In preparation for the upcoming FOSDEM confrerence, organizers have posted interviews with Jonathan Corbet, author of the reference book “Writing Linux Device Drivers” and Denis Oliver Kropp, one of the main developers for the DirectFB project, two of the planned participants.
Two Interviews at FOSDEM
2003-12-30 Open Source 4 Comments
Back in 2001 I decided not to install another linux distro on my PII 333 until X was replaced by something far more lightweight. KDE and GNOME look nice in screenshots, but don’t make for a snappy system (on my machine). XFCE is cool, but still in my mind I know too much of the system resources are being chewed up by X. Frankly I was hoping DirectFB would the great X killer, but sadly I am mistaken. Are there any projects underway that could make for a desktop linux disto that has a lightweight, non-remoting (ie. not a client-server model) graphics display?
Well directfb will eventually allow you (and me 🙂 to get rid of xfree86, currently you can’t because unfortunately gnome and kde link directly to xlib and also because directfb is pretty much work in progress. However as soon as this changes there will be nothing stopping you from ditching xfree86.

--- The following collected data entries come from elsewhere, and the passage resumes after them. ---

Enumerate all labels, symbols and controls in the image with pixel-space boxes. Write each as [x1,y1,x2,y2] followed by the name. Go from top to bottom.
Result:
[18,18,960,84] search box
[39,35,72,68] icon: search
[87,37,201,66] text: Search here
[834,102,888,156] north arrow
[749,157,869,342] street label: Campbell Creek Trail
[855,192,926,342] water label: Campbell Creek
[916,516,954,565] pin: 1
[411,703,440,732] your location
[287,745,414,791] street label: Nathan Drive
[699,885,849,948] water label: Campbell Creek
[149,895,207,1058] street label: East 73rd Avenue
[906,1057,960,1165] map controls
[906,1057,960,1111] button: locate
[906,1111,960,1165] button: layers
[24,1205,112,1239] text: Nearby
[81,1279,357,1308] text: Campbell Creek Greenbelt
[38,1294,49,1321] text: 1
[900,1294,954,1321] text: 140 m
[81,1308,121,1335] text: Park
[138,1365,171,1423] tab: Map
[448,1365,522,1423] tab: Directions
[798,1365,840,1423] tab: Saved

Lets just end this right now.
“X” or “X11” is a PROTOCOL. The same protocol is shared between XFree86, DirectFB, and others.
What you dislike is “XFree86”, a certain implementation of that protocol, so please refer to it as such, because a protocol can not be slow.
And there seems to be a lot of new XServer development recently. Mostly freedesktop.org’s XServer, which I’ve tried, and seems nice. And then Xouvert, which attempts to add much needed features to XFree86.
Thank you for clearing that up for me.
So, what you’re saying is that X (or X11 if you prefer) is a protocol, much like POP3, SMTP, HTTP, and FTP are protocols, and that instead of saying I don’t like X, I should say that I have been displeased with my past experience with XFree86?
Thank you also for mentioning those other XServer projects.
I’m curious. Are there people who think that X as a protocol is flawed, particularly for desktop system use? Are there alternative display protocols that represent a different model for how graphics are displayed? For example, what does (gulp) Windows use? Is it a client-server model designed for remote graphics (which X seems to be)? What about Mac OS X?
I am now looking to see how Mac OS X specifies it’s display protocol – the implimentation of which appears to be called ‘Quartz’.